*Exercise objective*.
Quote exactly the lines from the start of the entries to the one with "ctx.fillStyle = color;", both ends included.

*Data to use*.
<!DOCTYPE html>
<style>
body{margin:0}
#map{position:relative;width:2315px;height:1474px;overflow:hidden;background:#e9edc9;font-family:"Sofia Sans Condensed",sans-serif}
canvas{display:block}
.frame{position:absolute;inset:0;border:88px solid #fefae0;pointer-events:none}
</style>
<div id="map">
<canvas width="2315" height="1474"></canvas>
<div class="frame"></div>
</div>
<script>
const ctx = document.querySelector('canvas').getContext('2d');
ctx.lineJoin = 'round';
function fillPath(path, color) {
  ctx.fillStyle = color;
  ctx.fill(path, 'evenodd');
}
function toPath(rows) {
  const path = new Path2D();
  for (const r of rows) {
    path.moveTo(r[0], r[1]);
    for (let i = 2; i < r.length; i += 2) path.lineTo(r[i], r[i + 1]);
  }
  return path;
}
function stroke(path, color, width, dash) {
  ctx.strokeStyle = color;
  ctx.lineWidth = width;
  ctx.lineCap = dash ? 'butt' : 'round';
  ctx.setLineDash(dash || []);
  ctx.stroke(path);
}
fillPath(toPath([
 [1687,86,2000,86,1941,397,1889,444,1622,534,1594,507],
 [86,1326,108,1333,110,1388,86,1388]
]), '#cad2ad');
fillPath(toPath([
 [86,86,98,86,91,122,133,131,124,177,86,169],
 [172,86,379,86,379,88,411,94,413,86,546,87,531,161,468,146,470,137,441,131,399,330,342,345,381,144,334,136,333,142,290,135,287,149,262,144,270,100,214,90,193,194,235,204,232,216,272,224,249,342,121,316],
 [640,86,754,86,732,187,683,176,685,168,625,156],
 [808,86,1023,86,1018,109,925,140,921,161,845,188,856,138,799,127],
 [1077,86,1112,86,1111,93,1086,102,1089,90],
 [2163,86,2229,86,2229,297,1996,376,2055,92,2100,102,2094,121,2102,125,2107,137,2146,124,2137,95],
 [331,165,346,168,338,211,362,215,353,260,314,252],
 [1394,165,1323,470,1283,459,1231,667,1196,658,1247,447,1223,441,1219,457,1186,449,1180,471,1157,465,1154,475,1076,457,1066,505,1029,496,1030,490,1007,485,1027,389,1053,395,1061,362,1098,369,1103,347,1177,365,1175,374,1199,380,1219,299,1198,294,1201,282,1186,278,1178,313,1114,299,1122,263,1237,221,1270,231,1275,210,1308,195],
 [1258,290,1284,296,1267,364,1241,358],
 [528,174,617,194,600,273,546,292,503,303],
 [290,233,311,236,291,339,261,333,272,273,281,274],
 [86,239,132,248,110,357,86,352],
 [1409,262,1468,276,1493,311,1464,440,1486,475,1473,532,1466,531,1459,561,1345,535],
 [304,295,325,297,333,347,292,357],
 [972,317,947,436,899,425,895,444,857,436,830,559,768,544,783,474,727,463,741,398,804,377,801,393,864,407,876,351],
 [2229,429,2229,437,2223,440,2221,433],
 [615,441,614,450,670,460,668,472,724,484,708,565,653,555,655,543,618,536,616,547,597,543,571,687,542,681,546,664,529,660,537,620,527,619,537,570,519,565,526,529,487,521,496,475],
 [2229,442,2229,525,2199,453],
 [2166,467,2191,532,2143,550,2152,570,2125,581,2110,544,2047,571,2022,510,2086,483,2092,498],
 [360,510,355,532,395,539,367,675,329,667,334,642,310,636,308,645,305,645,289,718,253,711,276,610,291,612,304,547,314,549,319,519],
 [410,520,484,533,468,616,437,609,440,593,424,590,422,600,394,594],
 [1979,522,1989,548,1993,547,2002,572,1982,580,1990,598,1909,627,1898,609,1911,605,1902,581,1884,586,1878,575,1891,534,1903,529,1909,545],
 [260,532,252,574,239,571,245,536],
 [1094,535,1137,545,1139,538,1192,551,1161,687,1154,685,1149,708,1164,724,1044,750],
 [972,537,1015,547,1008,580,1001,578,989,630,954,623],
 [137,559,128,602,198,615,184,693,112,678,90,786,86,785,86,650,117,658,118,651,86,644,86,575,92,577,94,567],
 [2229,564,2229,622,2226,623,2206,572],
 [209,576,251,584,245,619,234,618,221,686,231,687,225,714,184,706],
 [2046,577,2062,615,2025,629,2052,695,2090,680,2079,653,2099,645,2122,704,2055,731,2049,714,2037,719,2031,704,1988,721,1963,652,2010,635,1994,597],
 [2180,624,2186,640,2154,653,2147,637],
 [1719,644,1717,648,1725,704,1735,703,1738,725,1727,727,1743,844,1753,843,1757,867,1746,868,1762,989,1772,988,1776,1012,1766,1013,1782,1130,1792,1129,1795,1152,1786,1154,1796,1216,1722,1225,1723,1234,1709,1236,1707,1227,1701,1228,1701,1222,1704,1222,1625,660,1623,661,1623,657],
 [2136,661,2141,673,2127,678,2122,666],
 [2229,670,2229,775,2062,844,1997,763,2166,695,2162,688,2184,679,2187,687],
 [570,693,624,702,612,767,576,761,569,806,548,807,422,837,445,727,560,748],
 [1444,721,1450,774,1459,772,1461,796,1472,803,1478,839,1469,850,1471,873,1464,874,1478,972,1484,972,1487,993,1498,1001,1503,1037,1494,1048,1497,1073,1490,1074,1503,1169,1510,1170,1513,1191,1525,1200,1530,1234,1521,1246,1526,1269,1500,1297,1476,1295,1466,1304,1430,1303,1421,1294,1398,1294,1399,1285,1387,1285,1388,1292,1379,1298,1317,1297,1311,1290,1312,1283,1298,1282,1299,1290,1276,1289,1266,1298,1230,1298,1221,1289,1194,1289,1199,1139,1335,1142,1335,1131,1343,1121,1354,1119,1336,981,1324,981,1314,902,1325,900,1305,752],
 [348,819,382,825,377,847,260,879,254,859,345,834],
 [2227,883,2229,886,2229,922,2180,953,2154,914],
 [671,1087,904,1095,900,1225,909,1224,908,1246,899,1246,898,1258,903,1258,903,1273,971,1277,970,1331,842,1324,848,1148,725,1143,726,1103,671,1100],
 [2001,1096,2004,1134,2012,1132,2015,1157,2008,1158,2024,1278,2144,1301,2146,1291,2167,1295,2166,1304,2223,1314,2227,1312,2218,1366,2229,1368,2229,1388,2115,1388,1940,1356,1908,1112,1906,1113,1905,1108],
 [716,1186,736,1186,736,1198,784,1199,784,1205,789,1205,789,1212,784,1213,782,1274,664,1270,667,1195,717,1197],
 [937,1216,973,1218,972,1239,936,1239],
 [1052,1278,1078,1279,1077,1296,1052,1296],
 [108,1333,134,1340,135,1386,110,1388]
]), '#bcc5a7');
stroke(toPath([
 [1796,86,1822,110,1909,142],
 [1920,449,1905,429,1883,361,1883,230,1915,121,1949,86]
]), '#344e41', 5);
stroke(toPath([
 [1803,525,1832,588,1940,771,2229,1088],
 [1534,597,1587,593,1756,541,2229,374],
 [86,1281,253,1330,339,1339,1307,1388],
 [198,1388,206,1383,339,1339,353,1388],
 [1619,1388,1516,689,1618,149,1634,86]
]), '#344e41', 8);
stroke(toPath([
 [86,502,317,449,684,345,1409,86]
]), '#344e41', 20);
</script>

*Solution for this exercise*.
<!DOCTYPE html>
<style>
body{margin:0}
#map{position:relative;width:2315px;height:1474px;overflow:hidden;background:#e9edc9;font-family:"Sofia Sans Condensed",sans-serif}
canvas{display:block}
.frame{position:absolute;inset:0;border:88px solid #fefae0;pointer-events:none}
</style>
<div id="map">
<canvas width="2315" height="1474"></canvas>
<div class="frame"></div>
</div>
<script>
const ctx = document.querySelector('canvas').getContext('2d');
ctx.lineJoin = 'round';
function fillPath(path, color) {
  ctx.fillStyle = color;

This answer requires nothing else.